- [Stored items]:

--------

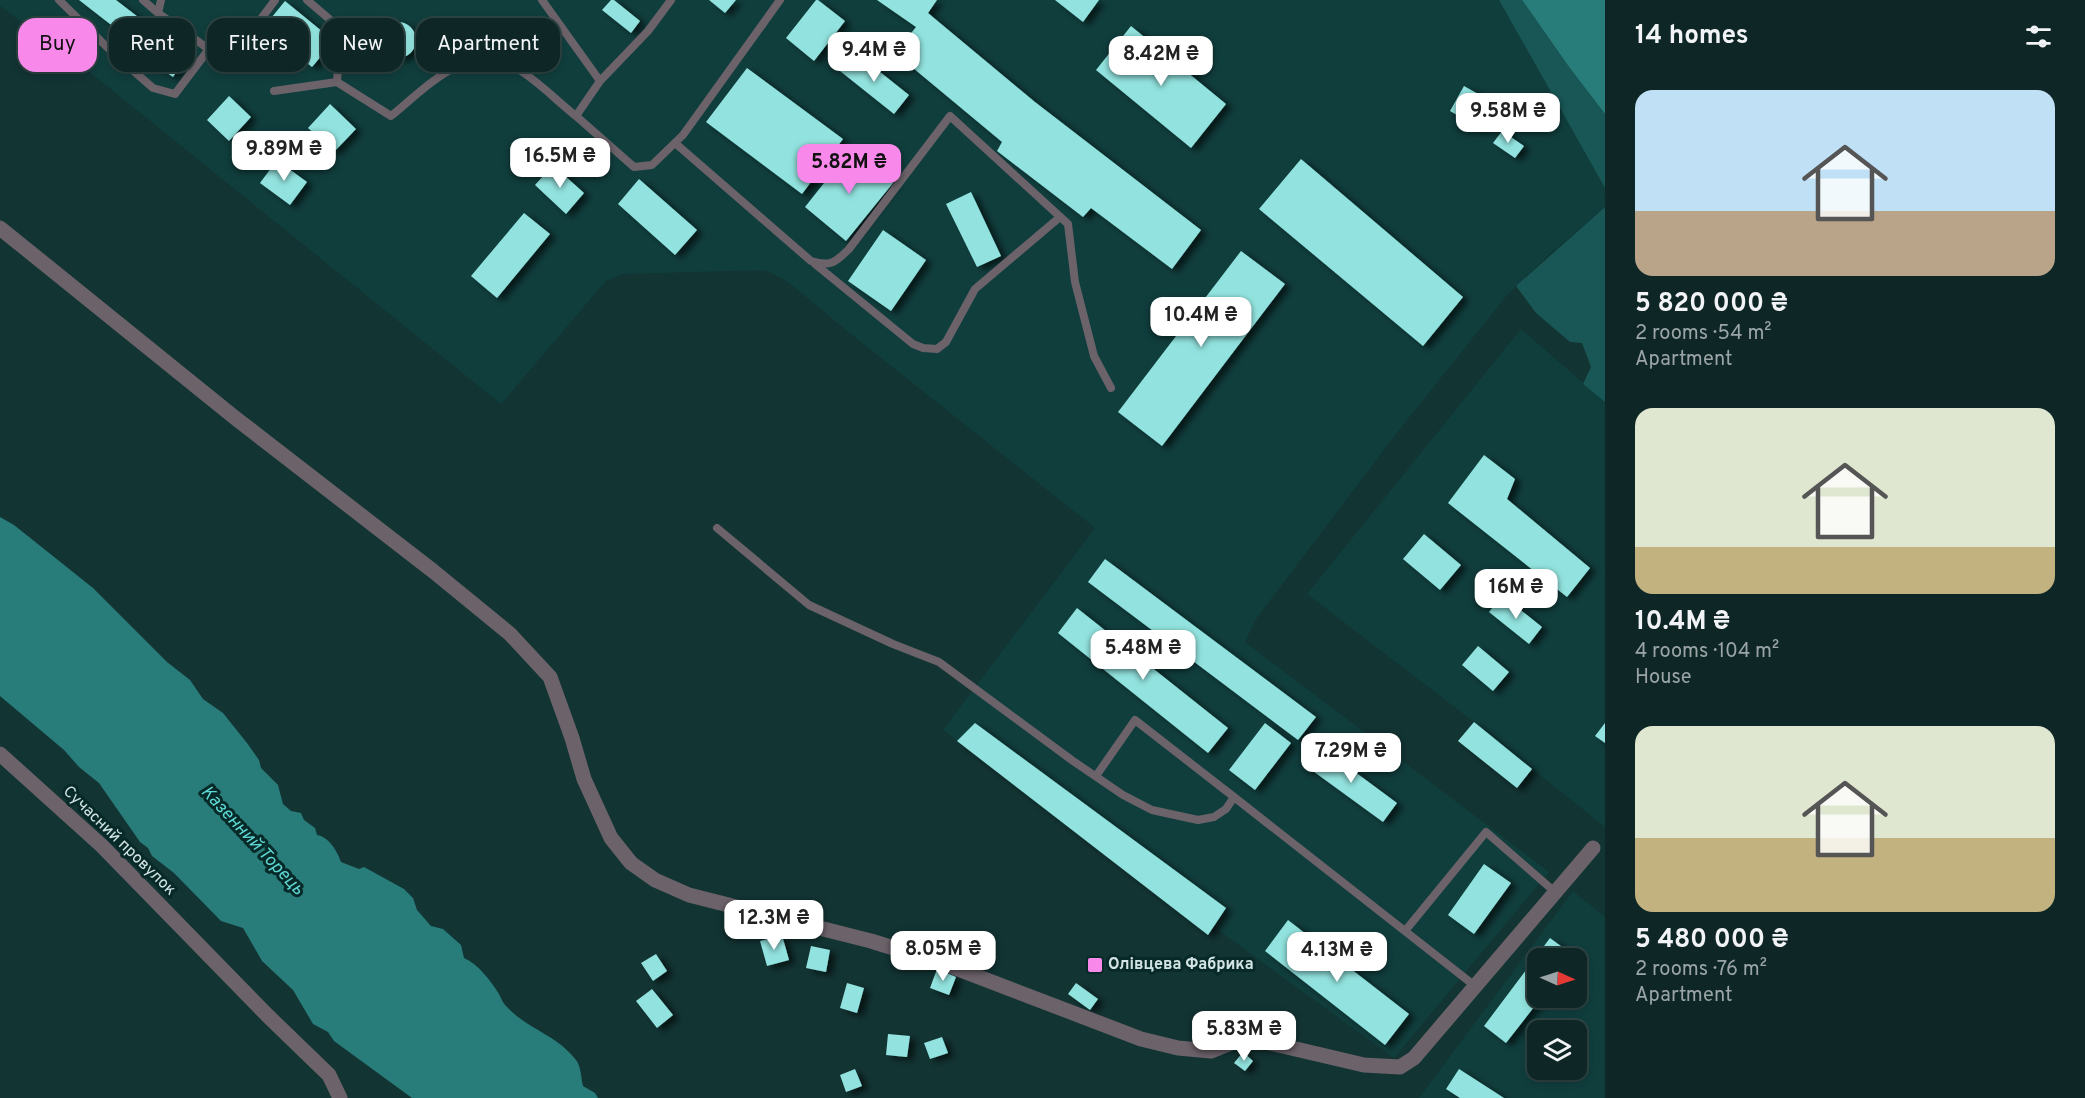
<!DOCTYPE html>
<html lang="en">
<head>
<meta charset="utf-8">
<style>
	:root { --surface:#0e2726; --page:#172f2e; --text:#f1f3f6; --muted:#9ba5a7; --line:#2e4443; --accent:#f888ea }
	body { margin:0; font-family:Overpass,sans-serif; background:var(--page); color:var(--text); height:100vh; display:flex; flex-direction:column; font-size:22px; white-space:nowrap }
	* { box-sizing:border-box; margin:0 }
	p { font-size:20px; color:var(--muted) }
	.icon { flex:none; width:33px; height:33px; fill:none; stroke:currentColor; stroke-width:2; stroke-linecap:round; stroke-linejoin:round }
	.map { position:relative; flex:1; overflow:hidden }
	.panel { display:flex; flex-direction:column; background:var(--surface); width:480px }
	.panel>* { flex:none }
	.hud { position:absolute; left:18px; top:18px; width:570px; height:54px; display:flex; gap:12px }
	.needle { width:39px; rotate:93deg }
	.controls { position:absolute; left:1527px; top:948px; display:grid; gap:12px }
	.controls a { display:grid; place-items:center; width:60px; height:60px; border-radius:12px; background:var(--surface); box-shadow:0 3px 9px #0003,0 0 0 2px var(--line); font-size:30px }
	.price { position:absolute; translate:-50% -51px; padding:0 14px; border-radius:12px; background:#fff; color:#222; font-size:20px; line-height:39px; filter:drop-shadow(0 2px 3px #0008) }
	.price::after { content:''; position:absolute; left:50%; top:36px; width:18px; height:14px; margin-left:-9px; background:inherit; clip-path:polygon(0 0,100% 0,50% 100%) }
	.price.selected { background:var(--accent); color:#111 }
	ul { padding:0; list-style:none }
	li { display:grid; align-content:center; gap:12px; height:318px; padding:0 30px }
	li span { display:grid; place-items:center; height:186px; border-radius:18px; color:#555 }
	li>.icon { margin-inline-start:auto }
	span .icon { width:108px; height:108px; fill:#fffc; stroke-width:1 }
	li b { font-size:26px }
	h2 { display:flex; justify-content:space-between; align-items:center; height:72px; padding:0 30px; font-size:26px }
	.tag { padding:0 21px; border-radius:18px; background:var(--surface); box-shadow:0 3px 9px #0003,0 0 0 2px var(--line); font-size:21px; line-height:54px }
	.tag.selected { background:var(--accent); color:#111 }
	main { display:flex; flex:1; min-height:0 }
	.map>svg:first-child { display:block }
</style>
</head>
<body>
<main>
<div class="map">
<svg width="1605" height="1098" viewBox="0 0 1605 1098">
	<defs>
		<filter id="shadow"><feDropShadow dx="6" dy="3.5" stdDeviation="3" flood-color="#0009"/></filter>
	</defs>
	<rect width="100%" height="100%" fill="#123433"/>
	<path fill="#103e3d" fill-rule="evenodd" d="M0,0H1499L1605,188V207L1549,255L1508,294L1396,434L1256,619L1245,642L1549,872L1394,1058L943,730L1095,528L851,334L788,282L765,270L623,274L606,281L501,404L102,82L0,6Z
		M1521,329L1605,402V827L1474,722L1307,594Z
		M1573,891L1605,917V1098H1419ZM1538,958H1576V998H1538ZM1538,1030H1576V1070H1538Z"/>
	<path fill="#185755" d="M1499,0H1522L1569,67L1605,114V188Z
		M1605,207V402L1583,384L1591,367L1582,343L1570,342L1536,313L1516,286Z"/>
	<path fill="#287c7a" d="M1522,0H1605V114L1569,67Z
		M0,517L14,525L93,588L167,662L190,680L203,699L223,713L247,743L259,760L261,768L278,785L283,804L291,811L301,813L304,820L315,828L317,835C329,837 337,851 341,862L359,869L364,867L404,889L413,898L417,910L431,926L443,929L461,945L464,958C478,964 491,981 499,994C501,998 503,1003 506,1006C528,1030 556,1034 576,1060C581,1066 581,1078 583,1086L595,1093L598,1098H412L334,1041L328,1032L313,1024L293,990L262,961L243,928L221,921L174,873L152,856L148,848L140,842L99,783L79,767L64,750L0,696Z"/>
	<path fill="#92e3df" filter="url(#shadow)" d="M79,0H116L142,20L128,38Z
		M611,0H614L640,21L631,33L602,10Z
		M709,0H736L725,13Z
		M816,0H818L845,21L814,61L786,38Z
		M877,0H937L928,13L1035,102L1201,230L1172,269L1091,208L1083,217L997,151L1002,142L895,53L916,27Z
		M1055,0H1099L1083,22Z
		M285,1L334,41L312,67L263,28Z
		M380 40a18 18 0 1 1 36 0a18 18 0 1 1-36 0Z
		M146,26L188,55L173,77L131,48Z
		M1131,26L1226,104L1191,148L1096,70Z
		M855,52L909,95L894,114L840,71Z
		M747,68L843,139L802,194L706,122Z
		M1464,86L1496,104L1481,129L1450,111Z
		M229,96L251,117L229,141L207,120Z
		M330,104L356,129L334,152L308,128Z
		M1502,131L1524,146L1515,158L1493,143Z
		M851,149L893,183L846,241L805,207Z
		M1301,159L1463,297L1423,346L1259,209Z
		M277,160L307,182L290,205L260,183Z
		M553,165L584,193L566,214L535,185Z
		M639,179L697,230L675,255L618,204Z
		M971,192L1001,256L977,267L946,204Z
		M524,213L550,234L497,298L471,276Z
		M883,230L926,260L891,311L848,281Z
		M1241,251L1285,284L1162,446L1118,412Z
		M1484,455L1515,479L1507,499L1590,568L1567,597L1448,503Z
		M1424,534L1461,565L1440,590L1403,559Z
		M1105,559L1316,717L1298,740L1088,582Z
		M1502,595L1542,627L1529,644L1489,612Z
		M1077,608L1228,728L1208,753L1058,633Z
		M1478,646L1509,672L1493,691L1462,665Z
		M1474,722L1532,769L1517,788L1458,741Z
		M975,723L1226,908L1208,935L957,741Z
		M1265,723L1291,743L1255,790L1229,770Z
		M1605,723V743L1595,736Z
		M1320,746L1397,803L1383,822L1306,766Z
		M1484,864L1511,883L1474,934L1448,915Z
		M1288,920L1409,1014L1385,1045L1265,951Z
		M782,935L789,960L767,966L760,941Z
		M1550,938L1573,955L1570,958H1538V998H1541L1506,1043L1484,1026Z
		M811,946L830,950L826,972L806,968Z
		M656,954L667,971L653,981L641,963Z
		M937,969L956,977L949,995L930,988Z
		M847,983L864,988L857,1013L840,1008Z
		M1076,983L1098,999L1090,1010L1068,994Z
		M652,989L673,1015L657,1028L636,1001Z
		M888,1034L910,1036L907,1057L886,1055Z
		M942,1037L948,1053L930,1059L924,1043Z
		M1243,1052L1253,1061L1245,1071L1234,1063Z
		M855,1069L862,1086L846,1092L840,1075Z
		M1459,1069L1504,1098H1460L1446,1089Z"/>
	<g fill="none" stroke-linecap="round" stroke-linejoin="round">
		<path stroke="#6c626a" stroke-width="8" d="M59,0L113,53L153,88L175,94L209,49
			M143,0L158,13
			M161,0L158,13L217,55L243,43L275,0
			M307,0L341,29L337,82L391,116C427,87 470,38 518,69C539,82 557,101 576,116L600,81
			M542,0L600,81L648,31L671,0
			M274,91L337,82
			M576,116L634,167L652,165L683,135L780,0
			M675,143L811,261C830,267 835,263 849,249L950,116L1068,224L1075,282L1094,356L1111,388
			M815,264L913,344L923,348L937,349L946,342L975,289L1060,217
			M717,528L809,605L893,644L939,662L1073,761L1123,795L1152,810L1198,820L1214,817L1226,809L1234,797L1475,986
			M1096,776L1135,720L1234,797
			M1405,931L1486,832L1555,892"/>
		<path stroke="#6c626a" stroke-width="15" d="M0,228L234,417L433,571L510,634L550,677L572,738L584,779L611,838L631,863L655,880L689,895L871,941L945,964L1141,1039L1178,1048L1211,1051L1236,1041L1257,1040L1364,1065L1400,1067L1414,1058L1593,848
			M0,754L102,846L267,1015L329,1075L340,1098"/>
	</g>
	<rect fill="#f888ea" stroke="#072a29" stroke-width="2" x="1087" y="957" width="16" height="16" rx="3"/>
	<g text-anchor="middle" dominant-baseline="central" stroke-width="6" stroke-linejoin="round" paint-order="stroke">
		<g font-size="16" fill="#d2e4e3" stroke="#072a29">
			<text transform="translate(119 841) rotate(44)">Сучасний провулок</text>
		</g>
		<g font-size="16" font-weight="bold" fill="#d2e4e3" stroke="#072a29" text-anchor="start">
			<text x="1108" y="965">Олівцева Фабрика</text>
		</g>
		<g font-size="18" font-style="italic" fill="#5ed8d4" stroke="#072a29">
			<text transform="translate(252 841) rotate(47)">Казенний Торець</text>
		</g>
	</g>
</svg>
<div class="controls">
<a><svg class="needle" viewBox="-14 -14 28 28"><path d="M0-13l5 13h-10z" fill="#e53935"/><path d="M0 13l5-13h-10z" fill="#9ba5a7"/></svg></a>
<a><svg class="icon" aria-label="layers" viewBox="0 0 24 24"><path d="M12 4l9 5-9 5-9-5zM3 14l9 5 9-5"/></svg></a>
</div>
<b class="price" style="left:874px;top:83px">9.4M ₴</b>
<b class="price" style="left:1161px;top:87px">8.42M ₴</b>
<b class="price" style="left:1508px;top:144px">9.58M ₴</b>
<b class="price" style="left:284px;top:182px">9.89M ₴</b>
<b class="price" style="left:560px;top:189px">16.5M ₴</b>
<b class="price selected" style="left:849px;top:195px">5.82M ₴</b>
<b class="price" style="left:1201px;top:348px">10.4M ₴</b>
<b class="price" style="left:1516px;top:620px">16M ₴</b>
<b class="price" style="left:1143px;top:681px">5.48M ₴</b>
<b class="price" style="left:1351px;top:784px">7.29M ₴</b>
<b class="price" style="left:774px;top:951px">12.3M ₴</b>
<b class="price" style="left:943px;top:982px">8.05M ₴</b>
<b class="price" style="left:1337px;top:983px">4.13M ₴</b>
<b class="price" style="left:1244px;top:1062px">5.83M ₴</b>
<div class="hud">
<a class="tag selected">Buy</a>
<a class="tag">Rent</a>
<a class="tag">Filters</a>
<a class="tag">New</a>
<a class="tag">Apartment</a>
</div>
</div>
<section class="panel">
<h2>14 homes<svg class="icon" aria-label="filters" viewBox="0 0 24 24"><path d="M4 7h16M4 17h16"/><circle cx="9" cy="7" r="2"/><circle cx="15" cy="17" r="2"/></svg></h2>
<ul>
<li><span style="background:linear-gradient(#bfe0f5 65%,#b9a48a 0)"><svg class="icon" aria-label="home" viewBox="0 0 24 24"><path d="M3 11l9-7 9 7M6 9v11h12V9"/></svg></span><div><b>5 820 000 ₴</b><p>2 rooms · 54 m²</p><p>Apartment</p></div></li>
<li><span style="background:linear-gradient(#dfe7d0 75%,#c2b280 0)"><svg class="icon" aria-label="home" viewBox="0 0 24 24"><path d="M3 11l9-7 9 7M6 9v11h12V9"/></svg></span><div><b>10.4M ₴</b><p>4 rooms · 104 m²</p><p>House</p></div></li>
<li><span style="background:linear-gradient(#dfe7d0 60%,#c2b280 0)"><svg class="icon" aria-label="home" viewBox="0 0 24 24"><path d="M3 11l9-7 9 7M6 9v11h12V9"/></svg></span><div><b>5 480 000 ₴</b><p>2 rooms · 76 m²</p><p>Apartment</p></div></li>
</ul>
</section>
</main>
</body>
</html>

--------

- [Problem statement]: Select the lines from the entries that include the word "linecap".

- [Expected answer]:
	.icon { flex:none; width:33px; height:33px; fill:none; stroke:currentColor; stroke-width:2; stroke-linecap:round; stroke-linejoin:round }
	<g fill="none" stroke-linecap="round" stroke-linejoin="round">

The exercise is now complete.